Pero no tuve ni tiempo de engañar. La noche era tan oscura que debía avanzar muy despacio por el pueblo, iluminado solo por la luz de las estrellas, y al doblar la esquina de nuestra pequeña sinagoga hasta mí llegó un perfume a sándalo y a limón y a sudor de muchacha, a piel caliente. Sentí una boca húmeda sobre la mía, unos brazos que se aferraban a mi espalda, unas piernas que se enredaban a mi cintura. Me eché boca arriba en el suelo, y una luz brillante se iluminó en mi mente, y el resto del mundo existía en los sentidos del tacto y el olfato, y en Dios. Ahí, en el suelo, detrás de la sinagoga, Magda y yo nos entregamos a unos deseos que llevábamos años alimentando, yo por ella, y ella por Joshua. Que ninguno de los dos supiera lo que hacía no cambiaba las cosas: todo fue puro, y sucedió, y fue maravilloso. Y cuando terminamos permanecimos ahí tendidos, abrazándonos, medio vestidos, sin aliento, sudorosos, y Magda me dijo:

—Te amo, Joshua.

—Te quiero, Magda —le dije yo.

Y ella, muy despacio, se soltó de mi abrazo.

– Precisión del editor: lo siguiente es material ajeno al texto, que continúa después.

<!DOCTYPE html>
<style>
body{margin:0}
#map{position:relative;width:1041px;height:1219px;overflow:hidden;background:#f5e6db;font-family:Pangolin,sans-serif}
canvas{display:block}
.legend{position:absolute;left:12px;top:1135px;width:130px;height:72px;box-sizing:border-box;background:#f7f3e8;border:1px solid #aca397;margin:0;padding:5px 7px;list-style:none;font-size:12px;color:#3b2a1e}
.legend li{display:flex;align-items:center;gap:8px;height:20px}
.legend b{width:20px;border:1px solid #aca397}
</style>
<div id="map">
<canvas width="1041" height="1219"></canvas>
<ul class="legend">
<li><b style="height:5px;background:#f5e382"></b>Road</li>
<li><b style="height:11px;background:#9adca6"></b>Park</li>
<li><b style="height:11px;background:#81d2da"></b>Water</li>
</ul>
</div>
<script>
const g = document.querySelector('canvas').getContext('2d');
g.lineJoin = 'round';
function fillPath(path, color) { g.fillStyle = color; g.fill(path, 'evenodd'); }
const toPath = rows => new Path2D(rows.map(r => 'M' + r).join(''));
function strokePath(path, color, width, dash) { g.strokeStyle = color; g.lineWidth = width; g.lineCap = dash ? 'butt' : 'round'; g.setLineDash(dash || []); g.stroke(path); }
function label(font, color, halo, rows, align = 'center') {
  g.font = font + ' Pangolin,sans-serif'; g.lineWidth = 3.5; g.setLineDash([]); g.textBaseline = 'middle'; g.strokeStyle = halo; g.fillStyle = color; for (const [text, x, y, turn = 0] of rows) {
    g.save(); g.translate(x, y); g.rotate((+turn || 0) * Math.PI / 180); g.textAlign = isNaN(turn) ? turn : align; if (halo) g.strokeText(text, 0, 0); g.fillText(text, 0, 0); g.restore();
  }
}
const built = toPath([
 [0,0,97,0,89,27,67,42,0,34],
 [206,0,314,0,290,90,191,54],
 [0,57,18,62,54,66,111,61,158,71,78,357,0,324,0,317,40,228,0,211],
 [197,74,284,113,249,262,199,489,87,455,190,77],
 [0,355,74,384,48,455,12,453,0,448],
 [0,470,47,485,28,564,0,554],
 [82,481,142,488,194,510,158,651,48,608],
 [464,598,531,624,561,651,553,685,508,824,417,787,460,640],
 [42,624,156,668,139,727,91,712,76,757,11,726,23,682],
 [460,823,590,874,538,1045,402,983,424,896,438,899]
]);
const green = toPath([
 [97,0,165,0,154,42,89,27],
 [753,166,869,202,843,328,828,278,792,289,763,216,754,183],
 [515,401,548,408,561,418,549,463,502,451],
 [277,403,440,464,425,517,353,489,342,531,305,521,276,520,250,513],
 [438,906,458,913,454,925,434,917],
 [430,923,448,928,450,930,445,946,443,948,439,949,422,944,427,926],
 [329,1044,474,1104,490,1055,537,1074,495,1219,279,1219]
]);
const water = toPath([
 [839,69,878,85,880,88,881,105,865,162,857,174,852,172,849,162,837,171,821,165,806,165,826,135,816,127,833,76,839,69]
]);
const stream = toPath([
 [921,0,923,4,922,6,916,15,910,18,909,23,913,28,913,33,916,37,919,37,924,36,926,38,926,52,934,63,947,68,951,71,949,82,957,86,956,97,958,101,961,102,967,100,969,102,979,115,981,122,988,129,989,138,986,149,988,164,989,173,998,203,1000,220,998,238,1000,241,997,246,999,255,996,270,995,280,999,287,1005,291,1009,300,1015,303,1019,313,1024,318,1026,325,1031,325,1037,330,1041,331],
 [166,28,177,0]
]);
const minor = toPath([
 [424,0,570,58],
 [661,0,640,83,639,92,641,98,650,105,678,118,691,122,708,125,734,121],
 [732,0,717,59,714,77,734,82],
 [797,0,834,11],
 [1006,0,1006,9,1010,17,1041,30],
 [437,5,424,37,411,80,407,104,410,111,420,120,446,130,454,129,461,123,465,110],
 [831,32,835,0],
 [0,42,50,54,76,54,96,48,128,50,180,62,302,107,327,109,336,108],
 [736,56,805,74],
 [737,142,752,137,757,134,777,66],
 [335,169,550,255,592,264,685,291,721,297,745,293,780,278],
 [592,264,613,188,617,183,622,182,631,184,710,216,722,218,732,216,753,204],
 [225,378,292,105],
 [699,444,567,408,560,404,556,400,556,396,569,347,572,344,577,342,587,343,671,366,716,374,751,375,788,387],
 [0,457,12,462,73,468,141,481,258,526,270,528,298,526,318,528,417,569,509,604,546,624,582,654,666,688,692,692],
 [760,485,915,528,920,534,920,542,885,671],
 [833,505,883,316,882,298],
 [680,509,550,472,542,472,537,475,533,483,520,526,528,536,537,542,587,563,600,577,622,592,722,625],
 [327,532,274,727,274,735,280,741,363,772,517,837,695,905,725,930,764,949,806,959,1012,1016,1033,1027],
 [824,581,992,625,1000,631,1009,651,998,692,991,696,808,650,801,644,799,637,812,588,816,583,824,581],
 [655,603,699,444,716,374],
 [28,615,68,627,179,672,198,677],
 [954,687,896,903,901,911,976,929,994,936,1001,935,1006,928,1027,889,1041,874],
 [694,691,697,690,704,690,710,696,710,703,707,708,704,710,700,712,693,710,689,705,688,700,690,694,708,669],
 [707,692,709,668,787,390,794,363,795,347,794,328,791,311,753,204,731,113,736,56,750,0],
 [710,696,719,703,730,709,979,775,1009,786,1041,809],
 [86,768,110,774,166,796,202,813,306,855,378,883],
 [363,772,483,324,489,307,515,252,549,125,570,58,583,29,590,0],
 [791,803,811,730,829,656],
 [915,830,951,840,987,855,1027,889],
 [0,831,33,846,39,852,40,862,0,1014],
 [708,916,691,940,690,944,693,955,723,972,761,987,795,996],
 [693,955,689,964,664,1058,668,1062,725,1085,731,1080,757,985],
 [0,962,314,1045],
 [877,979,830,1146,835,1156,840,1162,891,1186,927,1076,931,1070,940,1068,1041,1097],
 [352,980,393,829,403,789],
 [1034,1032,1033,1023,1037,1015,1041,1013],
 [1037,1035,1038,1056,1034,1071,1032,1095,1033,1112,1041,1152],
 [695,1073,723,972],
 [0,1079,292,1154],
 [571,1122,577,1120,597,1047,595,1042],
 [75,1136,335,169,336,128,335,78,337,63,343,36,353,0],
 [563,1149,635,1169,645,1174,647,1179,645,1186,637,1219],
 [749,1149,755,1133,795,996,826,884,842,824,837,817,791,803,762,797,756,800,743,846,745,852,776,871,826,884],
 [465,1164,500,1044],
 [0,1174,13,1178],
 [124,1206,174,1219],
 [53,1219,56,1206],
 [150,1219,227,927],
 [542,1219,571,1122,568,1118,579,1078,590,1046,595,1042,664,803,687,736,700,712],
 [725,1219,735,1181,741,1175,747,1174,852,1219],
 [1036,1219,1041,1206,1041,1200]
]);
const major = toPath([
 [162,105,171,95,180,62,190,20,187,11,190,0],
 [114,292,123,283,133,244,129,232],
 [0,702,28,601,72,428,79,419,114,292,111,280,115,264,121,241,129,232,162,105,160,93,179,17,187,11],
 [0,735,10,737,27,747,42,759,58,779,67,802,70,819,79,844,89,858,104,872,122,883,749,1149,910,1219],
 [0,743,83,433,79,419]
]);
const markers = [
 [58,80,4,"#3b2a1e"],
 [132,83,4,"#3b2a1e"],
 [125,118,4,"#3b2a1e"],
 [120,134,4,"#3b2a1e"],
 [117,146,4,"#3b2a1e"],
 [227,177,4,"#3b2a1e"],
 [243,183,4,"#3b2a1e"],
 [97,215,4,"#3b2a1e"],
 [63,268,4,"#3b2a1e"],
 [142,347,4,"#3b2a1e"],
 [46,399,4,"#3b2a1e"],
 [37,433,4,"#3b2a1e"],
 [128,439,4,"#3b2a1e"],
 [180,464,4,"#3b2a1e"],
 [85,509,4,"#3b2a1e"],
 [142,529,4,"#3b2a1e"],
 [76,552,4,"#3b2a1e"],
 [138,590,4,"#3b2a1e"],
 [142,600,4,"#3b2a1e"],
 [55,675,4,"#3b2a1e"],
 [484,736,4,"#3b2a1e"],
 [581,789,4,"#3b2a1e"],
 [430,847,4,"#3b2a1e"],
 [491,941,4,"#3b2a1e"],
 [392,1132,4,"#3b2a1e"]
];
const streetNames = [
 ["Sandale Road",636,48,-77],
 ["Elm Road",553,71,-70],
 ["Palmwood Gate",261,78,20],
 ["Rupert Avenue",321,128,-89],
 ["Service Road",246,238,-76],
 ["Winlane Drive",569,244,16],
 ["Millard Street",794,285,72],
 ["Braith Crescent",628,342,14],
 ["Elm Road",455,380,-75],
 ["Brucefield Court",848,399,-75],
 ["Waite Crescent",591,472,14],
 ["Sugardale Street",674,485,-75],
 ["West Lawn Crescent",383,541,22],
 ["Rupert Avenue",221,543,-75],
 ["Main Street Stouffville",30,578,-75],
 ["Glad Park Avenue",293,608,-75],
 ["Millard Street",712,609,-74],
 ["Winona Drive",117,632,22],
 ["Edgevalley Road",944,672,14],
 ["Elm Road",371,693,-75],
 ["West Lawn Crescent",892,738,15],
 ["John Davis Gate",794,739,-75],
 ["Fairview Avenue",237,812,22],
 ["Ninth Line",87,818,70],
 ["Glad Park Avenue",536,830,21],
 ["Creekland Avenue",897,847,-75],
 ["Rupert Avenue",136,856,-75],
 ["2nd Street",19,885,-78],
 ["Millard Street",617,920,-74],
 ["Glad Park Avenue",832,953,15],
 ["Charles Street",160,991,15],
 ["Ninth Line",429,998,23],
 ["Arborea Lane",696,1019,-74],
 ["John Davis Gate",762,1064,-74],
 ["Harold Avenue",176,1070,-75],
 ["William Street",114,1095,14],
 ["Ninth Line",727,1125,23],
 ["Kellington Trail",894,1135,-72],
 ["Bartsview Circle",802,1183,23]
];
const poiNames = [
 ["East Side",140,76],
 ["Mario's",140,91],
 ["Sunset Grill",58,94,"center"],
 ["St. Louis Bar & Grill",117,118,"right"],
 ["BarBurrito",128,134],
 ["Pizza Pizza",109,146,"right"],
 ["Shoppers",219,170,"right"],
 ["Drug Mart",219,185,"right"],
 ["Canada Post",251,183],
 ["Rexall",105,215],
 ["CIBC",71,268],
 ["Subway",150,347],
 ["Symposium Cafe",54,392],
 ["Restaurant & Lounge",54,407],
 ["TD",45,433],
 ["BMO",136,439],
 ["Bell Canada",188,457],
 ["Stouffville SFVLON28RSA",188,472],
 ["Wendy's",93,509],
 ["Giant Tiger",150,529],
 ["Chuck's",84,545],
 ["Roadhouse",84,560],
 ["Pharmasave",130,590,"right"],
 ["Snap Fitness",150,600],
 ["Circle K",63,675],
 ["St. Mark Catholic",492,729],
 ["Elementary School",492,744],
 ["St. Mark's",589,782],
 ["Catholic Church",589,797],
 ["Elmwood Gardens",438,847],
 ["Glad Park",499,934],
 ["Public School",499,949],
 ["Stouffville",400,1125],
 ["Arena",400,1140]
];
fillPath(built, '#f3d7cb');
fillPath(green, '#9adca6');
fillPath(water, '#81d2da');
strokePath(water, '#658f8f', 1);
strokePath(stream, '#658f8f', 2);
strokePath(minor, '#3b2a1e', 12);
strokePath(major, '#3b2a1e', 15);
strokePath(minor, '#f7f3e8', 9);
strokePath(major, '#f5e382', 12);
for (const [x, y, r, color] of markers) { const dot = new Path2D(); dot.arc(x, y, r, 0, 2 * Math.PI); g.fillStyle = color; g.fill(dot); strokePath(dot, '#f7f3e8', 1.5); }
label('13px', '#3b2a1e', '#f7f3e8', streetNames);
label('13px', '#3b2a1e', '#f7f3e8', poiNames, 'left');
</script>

—No podía casarme con Jakan, no podía dejar que te fueras, sin decírtelo.

—Él ya lo sabe, Magda.

Entonces se soltó del todo.

—¿Colleja?

—Oh, oh.

Temí que se pusiera a gritar, que se levantara y se alejara corriendo, que hiciera una de las muchas cosas que podían llevarme del cielo al infierno, pero al cabo de un segundo volvió a apretarse con fuerza contra mí.

—Gracias por estar aquí —dijo.

Partimos al alba, y nuestros padres nos acompañaron hasta las puertas de Séforis. Cuando, una vez allí, nos separamos, mi padre me dio el martillo y el cincel para que los llevara en el zurrón.

—Con ellos siempre podrás pagarte una comida, vayas donde vayas.

José entregó a Joshua un cuenco de madera.

—Y en esto podréis comeros los alimentos que Colleja se gane —dijo, sonriendo.

Junto a las puertas de Séforis besé a mi padre por última vez. Junto a las puertas de Séforis dejamos a nuestros padres y nos adentramos en el mundo, al encuentro de tres sabios.

—Regresa, Joshua, y libéranos —gritó José a nuestras espaldas.

—Ve con Dios —dijo mi padre.

—Con él voy, con él voy —le respondí—. Lo llevo aquí, a mi lado.

Joshua no dijo nada hasta que el sol estaba ya muy alto y nos detuvimos a beber agua.

—¿Y bien? —me preguntó—. ¿Ha sabido que eras tú?

—Sí. Al principio no, pero lo ha sabido antes de que nos despidiéramos. Lo ha sabido.

—¿Y se ha enfadado conmigo?

—No.

—¿Y se ha enfadado contigo?

Sonreí.

—No.

—¡Eres un perro!

—Mira, Joshua, en serio, tienes que preguntarle a ese ángel qué quería decir con eso de que no puedes conocer mujer. Es muy importante.

—Ahora ya sabes por qué no podía ir yo.

—Sí. Gracias.

—La echaré de menos —dijo Joshua.

—No tienes idea de cuánto.

—Detalles. Quiero que me cuentes todos los detalles, con pelos y señales.

—Pero si en teoría no puedes saberlo.

—No, el ángel no dijo nada de eso. Cuéntame.

—Ahora no. No mientras todavía conserve su olor en mis brazos.

Joshua le dio un puntapié al suelo.

—¿Estoy enfadado contigo, o me alegro por ti, o estoy celoso de ti? ¿No lo sé? ¡Dime!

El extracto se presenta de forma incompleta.